Besides the harmonization of covered bonds, another lengthy regulatory process is also on the home stretch: the reform of Basel III. A great deal was achieved at the technical level under the compromise reached in December of last year; and now that planning security is given, the agreed output floor (lower limit for capital backing) constitutes a significant burden for a great many banks and makes low-risk business activities such as parts of real estate finance much less attractive. In the context of the implementation of the reform package in the European Union the vdp will, for this reason, push for unjustified burdens in European bank-based real estate finance to be removed.

Another initiative the German Pfandbrief banks are currently concerned with is the EU action plan on financing sustainable growth, with which the European Commission wishes, in particular, to see more capital flow into long-term investments and to improve transparency and long-termism in the financial sector. The Association of German Pfandbrief banks supports the initiative in principle and considers its objectives to be desirable, yet believes that a number of key points are still in need of clarification. For instance, in the vdp’s view, the planned classification of sustainable assets and the creation of standards (e.g. for green bonds) calls for a framework that is both robust and flexible enough to grant progress and innovation the necessary scope within a fast growing market. Above all, the vdp believes that industrial standards that are already in place and have proved their worth should be taken into consideration and serve as a frame of reference. Moreover, before any lower obligations on capital cover can be introduced, it would be necessary to examine thoroughly whether a relationship actually exists between green assets and a low (default) risk.
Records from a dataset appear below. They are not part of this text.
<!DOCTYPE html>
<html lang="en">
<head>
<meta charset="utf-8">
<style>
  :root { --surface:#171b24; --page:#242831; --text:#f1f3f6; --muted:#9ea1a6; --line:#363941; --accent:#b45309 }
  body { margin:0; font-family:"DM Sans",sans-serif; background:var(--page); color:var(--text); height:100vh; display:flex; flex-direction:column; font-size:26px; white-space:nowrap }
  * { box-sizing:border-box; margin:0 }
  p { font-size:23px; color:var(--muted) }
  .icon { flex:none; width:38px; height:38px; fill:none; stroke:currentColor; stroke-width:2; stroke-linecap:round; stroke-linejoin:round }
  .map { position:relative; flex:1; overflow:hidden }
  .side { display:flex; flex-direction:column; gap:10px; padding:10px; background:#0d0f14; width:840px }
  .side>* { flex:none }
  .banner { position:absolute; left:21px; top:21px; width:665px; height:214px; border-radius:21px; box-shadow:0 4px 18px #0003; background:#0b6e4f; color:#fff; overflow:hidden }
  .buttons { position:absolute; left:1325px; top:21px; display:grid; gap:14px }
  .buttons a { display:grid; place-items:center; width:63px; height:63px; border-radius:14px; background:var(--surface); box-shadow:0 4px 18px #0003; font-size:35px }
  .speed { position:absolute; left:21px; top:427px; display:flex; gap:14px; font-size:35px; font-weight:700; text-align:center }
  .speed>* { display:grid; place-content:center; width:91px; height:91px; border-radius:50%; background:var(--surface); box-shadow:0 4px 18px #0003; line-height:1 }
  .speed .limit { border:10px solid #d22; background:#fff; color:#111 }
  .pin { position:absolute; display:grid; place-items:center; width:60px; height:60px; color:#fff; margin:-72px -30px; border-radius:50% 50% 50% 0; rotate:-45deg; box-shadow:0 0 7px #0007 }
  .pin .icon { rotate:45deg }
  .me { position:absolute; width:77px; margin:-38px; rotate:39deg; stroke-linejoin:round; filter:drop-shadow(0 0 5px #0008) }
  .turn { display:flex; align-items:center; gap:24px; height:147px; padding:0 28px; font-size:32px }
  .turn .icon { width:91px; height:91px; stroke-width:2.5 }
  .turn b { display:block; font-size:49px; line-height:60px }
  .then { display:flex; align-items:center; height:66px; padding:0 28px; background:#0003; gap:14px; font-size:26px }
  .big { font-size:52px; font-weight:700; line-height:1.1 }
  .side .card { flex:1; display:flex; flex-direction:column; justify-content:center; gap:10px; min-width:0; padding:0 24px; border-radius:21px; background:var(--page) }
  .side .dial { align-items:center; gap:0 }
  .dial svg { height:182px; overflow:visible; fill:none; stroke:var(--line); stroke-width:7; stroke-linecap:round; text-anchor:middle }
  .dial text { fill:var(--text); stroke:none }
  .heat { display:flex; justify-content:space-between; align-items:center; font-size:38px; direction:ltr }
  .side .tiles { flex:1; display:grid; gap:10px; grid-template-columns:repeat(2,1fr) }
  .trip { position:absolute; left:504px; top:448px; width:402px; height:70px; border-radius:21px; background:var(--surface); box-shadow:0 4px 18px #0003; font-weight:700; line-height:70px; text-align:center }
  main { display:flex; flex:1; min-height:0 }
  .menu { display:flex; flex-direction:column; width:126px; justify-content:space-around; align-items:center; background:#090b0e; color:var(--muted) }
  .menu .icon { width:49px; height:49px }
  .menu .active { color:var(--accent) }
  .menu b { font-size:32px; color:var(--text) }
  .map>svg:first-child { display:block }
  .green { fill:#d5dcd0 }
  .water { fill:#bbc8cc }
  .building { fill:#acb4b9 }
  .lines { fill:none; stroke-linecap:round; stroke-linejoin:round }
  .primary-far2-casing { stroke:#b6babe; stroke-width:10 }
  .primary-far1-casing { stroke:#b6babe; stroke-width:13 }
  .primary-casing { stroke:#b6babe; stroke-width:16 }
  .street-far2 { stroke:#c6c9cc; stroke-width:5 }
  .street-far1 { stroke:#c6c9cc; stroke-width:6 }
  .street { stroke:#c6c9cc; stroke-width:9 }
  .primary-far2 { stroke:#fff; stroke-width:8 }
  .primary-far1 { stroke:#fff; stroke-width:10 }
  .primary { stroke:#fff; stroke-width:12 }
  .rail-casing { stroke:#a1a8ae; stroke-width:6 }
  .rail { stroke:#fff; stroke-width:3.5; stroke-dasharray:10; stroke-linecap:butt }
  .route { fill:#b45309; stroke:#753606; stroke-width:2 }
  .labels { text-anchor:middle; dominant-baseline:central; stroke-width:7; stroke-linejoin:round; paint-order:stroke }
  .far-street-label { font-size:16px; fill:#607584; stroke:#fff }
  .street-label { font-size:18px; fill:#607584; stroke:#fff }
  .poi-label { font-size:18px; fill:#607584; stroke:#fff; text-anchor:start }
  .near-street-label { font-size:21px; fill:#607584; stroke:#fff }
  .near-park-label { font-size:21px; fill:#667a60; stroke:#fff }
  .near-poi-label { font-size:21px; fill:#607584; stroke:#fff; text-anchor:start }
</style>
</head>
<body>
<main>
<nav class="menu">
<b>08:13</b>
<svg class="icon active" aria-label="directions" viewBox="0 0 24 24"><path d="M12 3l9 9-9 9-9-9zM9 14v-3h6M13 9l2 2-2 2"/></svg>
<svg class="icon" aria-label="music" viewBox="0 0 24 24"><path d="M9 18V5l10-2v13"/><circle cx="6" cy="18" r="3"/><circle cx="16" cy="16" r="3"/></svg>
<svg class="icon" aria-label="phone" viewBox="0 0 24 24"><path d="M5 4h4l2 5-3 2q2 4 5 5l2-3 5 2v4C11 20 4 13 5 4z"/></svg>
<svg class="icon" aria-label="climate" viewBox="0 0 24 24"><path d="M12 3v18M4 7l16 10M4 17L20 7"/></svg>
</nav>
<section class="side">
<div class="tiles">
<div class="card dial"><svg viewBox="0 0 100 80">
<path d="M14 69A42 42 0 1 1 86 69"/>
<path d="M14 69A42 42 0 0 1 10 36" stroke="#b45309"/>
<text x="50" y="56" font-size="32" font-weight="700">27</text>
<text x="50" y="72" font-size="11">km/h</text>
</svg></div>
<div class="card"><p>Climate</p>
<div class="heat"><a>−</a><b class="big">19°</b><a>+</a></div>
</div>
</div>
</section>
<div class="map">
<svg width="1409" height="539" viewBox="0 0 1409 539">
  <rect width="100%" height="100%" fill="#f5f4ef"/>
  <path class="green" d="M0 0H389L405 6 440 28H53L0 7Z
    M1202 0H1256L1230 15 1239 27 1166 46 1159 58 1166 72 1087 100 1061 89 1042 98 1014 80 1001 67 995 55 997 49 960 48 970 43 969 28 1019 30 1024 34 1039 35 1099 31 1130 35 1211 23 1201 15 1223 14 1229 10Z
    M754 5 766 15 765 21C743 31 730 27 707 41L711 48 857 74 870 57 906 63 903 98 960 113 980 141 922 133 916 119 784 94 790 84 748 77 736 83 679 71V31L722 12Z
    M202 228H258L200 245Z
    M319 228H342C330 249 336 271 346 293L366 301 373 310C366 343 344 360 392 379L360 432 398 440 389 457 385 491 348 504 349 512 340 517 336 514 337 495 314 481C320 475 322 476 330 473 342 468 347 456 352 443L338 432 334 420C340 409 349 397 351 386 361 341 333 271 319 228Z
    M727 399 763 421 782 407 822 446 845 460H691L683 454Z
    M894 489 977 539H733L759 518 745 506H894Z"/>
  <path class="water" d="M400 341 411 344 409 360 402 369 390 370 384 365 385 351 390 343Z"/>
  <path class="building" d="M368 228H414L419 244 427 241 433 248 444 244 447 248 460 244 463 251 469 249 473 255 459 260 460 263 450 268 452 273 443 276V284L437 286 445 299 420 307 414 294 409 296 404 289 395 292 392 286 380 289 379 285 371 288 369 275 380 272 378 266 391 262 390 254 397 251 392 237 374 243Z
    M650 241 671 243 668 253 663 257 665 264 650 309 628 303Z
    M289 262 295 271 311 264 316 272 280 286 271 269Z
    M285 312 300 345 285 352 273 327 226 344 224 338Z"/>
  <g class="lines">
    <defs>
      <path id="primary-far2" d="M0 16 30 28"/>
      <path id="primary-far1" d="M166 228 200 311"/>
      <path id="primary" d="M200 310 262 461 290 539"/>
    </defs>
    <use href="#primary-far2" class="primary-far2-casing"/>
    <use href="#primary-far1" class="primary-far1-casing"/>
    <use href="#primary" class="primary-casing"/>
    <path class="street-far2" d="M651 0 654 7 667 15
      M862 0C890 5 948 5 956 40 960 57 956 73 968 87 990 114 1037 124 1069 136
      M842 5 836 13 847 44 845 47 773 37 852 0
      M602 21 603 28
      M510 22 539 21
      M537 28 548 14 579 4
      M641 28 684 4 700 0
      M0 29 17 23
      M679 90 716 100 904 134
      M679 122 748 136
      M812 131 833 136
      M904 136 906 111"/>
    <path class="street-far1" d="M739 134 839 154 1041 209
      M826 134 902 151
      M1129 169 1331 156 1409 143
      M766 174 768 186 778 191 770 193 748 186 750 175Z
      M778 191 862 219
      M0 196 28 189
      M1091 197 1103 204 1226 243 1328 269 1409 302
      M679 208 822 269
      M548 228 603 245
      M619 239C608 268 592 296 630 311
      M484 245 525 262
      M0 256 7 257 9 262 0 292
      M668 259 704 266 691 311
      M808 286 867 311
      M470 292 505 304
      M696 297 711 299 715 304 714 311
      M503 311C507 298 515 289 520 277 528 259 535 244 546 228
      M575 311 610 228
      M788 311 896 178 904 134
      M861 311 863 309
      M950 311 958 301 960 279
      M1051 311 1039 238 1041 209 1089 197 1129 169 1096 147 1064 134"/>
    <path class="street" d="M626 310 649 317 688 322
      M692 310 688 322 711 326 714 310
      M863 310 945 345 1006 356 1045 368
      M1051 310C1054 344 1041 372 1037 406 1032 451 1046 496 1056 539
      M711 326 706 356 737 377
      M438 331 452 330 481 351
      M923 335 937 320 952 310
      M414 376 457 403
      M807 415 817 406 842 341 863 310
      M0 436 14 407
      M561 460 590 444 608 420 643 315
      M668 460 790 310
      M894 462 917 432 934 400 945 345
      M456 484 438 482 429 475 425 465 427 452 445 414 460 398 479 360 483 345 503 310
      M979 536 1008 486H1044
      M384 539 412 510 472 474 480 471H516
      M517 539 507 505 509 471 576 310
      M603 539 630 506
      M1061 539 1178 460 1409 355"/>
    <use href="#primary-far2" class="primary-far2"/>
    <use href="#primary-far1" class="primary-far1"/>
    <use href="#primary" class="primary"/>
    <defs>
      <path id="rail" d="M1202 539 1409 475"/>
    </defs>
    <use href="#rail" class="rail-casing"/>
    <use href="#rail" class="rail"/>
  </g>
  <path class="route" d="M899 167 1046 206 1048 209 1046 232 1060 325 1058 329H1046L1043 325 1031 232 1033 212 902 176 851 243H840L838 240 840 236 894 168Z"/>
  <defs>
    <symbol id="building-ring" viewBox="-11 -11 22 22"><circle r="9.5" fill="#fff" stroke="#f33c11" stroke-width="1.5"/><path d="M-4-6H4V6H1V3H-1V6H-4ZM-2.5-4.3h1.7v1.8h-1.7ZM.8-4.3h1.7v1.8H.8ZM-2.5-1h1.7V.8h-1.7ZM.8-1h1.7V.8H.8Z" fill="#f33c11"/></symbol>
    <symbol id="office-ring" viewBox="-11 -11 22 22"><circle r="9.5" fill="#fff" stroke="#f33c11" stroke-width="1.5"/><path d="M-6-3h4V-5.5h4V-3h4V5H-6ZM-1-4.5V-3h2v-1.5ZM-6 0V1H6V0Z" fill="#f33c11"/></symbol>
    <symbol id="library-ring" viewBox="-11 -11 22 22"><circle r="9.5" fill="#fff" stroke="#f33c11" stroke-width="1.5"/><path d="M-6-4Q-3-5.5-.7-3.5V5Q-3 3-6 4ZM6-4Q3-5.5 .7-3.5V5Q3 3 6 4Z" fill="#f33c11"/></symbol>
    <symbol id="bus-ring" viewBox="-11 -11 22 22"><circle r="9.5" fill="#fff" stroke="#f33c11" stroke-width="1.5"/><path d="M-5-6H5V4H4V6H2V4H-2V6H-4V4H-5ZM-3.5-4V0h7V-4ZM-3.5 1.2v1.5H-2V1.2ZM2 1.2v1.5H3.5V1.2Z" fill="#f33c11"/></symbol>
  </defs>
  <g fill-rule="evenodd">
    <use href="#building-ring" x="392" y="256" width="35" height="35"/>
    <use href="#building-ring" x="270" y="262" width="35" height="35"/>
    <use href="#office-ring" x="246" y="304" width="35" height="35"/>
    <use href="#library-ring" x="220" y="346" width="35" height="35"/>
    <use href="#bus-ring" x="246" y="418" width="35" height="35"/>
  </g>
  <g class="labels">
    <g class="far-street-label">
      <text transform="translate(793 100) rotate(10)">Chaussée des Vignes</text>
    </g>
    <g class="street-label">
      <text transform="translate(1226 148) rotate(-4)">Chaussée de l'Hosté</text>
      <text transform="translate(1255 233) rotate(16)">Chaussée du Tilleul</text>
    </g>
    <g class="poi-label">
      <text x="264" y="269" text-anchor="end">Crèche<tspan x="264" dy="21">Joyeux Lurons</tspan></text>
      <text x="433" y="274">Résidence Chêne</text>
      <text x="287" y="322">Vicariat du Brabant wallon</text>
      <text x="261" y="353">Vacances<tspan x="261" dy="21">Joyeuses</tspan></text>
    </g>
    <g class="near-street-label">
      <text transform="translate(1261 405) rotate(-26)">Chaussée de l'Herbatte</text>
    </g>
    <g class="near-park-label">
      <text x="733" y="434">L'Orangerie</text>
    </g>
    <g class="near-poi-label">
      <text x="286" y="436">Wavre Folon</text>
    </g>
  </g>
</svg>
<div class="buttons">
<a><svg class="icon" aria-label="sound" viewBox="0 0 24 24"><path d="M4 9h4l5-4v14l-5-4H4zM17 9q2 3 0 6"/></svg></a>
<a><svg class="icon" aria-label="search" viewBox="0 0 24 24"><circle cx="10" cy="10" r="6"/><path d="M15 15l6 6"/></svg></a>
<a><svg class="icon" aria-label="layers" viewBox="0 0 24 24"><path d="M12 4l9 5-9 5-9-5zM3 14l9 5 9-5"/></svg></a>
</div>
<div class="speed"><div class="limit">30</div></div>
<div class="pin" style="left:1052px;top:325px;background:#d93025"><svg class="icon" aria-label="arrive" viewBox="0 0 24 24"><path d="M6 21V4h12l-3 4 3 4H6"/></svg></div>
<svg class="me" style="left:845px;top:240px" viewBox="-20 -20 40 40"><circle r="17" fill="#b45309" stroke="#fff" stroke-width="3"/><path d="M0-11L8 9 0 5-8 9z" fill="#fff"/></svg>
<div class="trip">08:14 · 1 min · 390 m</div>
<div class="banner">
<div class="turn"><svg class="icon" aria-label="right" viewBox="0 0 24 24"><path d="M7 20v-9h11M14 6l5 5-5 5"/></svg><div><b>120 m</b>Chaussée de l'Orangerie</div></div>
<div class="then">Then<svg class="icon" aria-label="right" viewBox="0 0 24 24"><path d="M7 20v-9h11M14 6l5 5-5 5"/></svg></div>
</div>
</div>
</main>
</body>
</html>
“The German and European institutions continue to face considerable regulatory pressures, although signs that several key initiatives are nearing conclusion finally give hope of a certain degree of planning security,” said Jens Tolckmitt. “The decisive criterion here is that potential interventions in functioning and successful markets should always take a measured approach and be kept to the necessary minimum. The Association of German Pfandbrief banks will continue, with its member banks, to do its utmost towards this goal.”